> _Work request_: Print every record below exactly, minus the pictures.

+ + + +

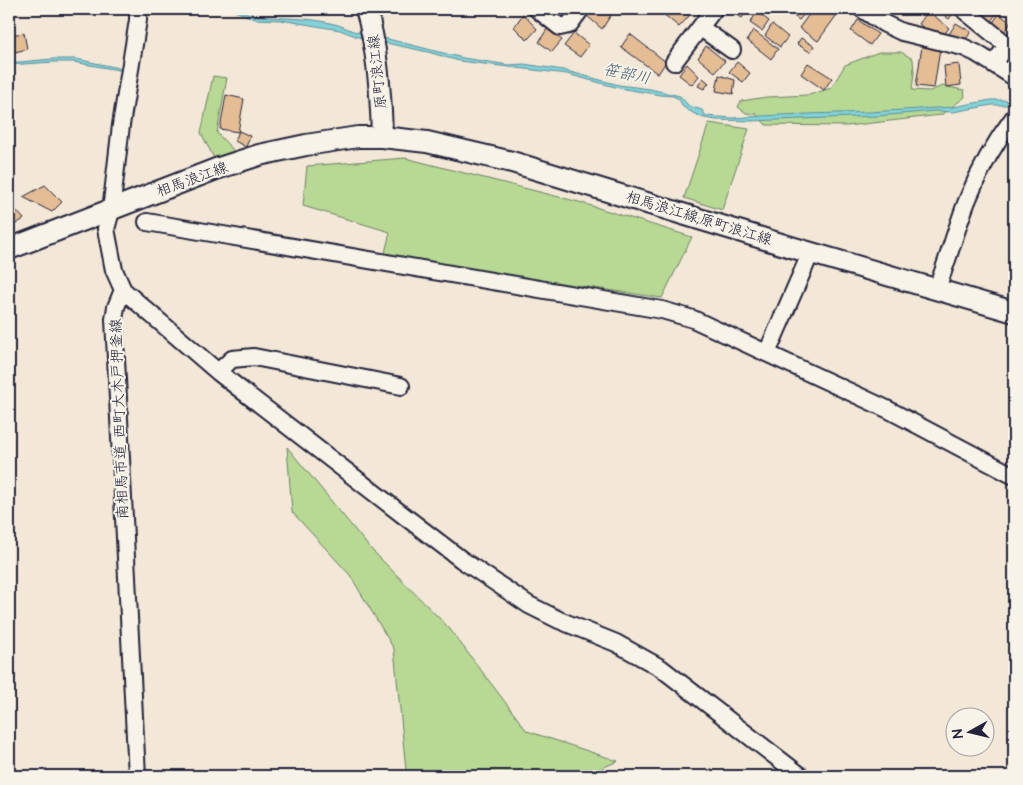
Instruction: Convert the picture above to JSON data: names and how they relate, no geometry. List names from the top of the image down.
{
  "streets": {
    "main road": ["原町浪江線", "相馬浪江線", "相馬浪江線;原町浪江線"],
    "street": ["南相馬市道 西町大木戸押釜線"]
  },
  "crossings": [
    ["原町浪江線", "相馬浪江線"],
    ["原町浪江線", "相馬浪江線;原町浪江線"],
    ["相馬浪江線", "相馬浪江線;原町浪江線"]
  ],
  "water": ["笹部川"],
  "north": "left"
}
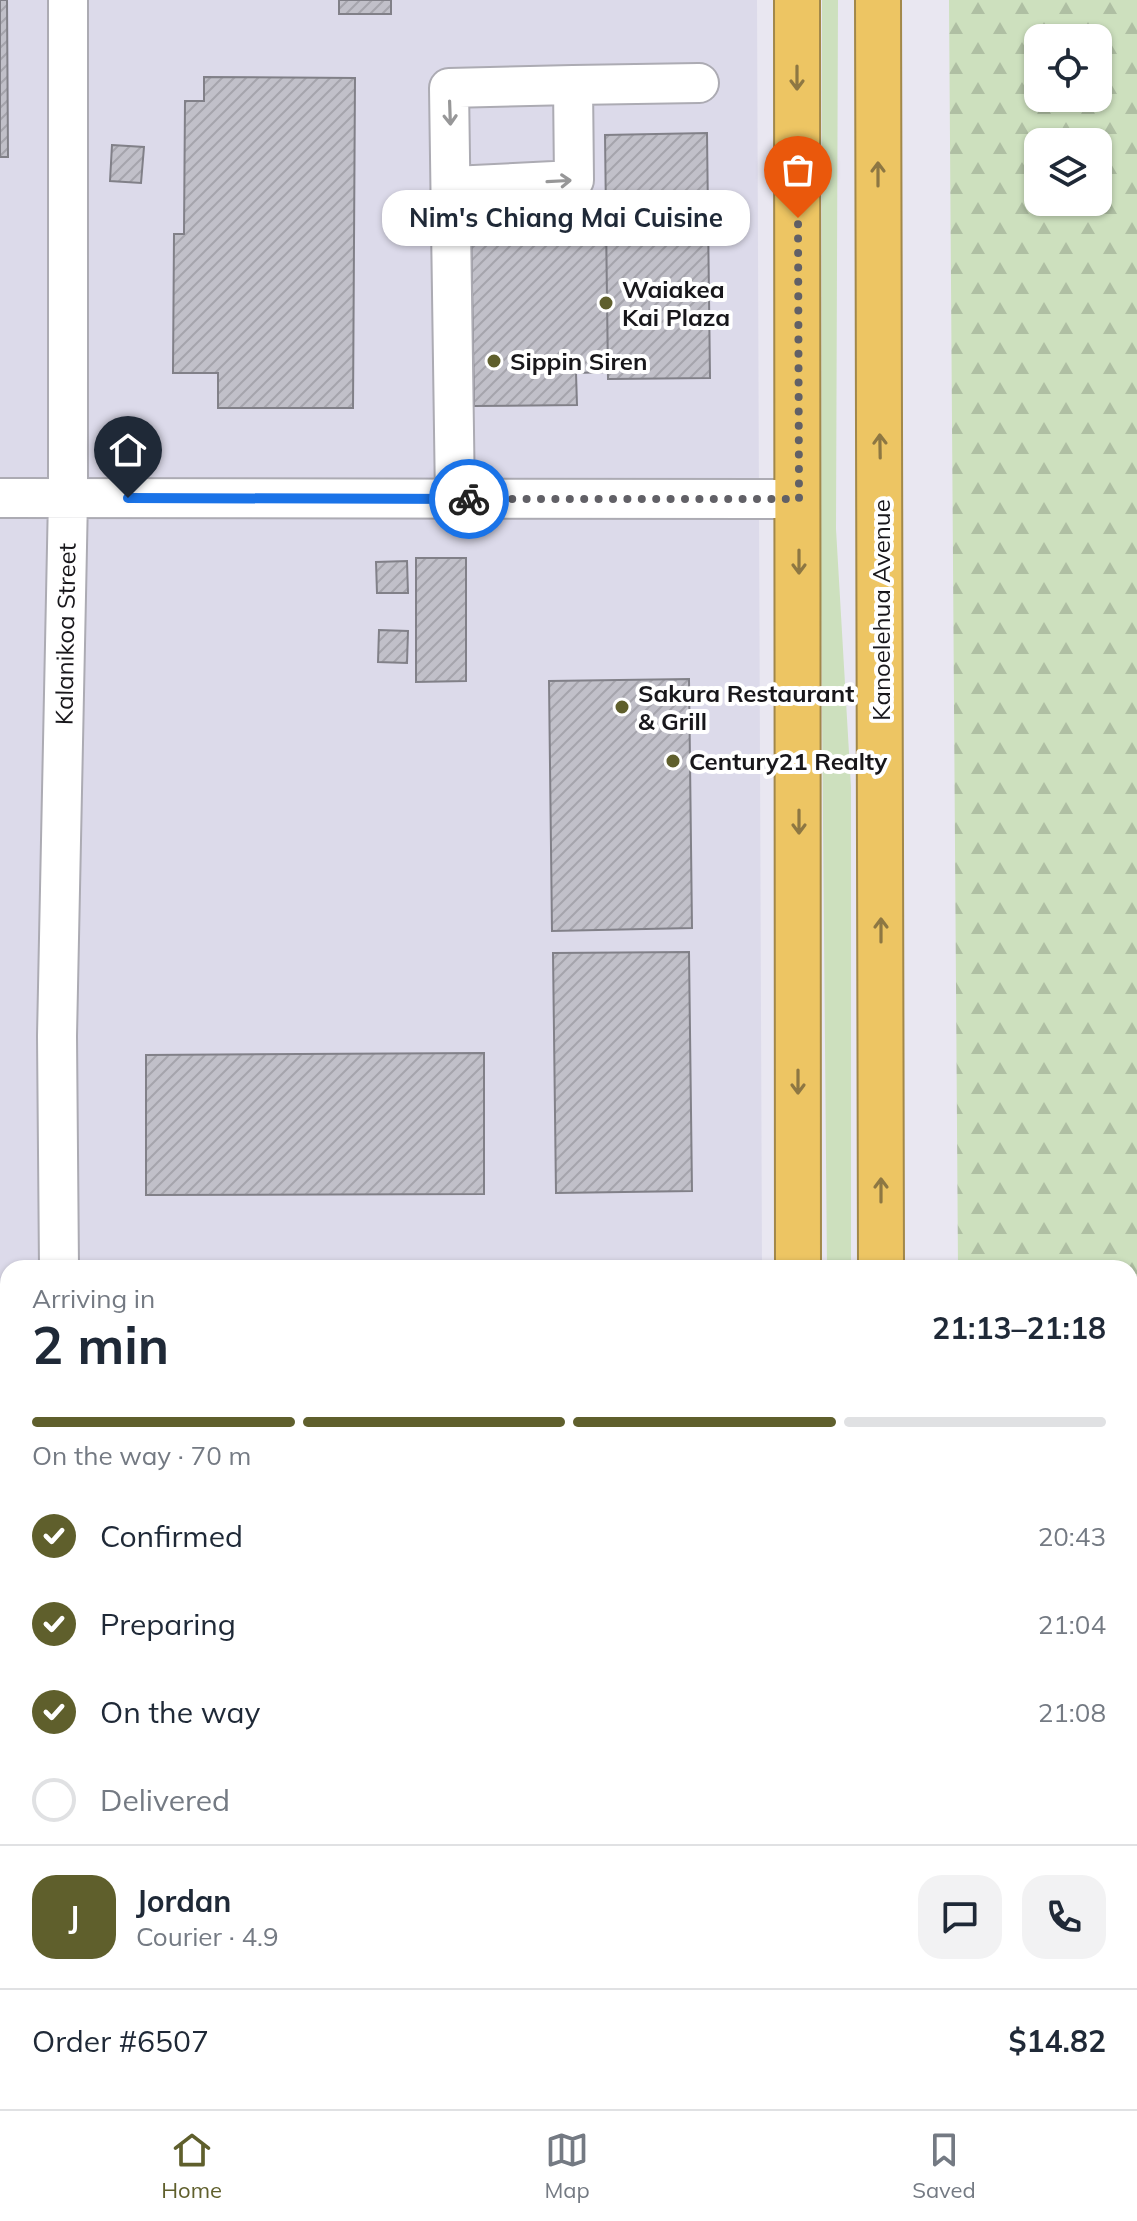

+ + + +

> _Finished task_:
Instruction: Convert the picture above to JSON data: names and how they relate, no geometry. List names from the top of the image down.
{
  "streets": {
    "main road": ["原町浪江線", "相馬浪江線", "相馬浪江線;原町浪江線"],
    "street": ["南相馬市道 西町大木戸押釜線"]
  },
  "crossings": [
    ["原町浪江線", "相馬浪江線"],
    ["原町浪江線", "相馬浪江線;原町浪江線"],
    ["相馬浪江線", "相馬浪江線;原町浪江線"]
  ],
  "water": ["笹部川"],
  "north": "left"
}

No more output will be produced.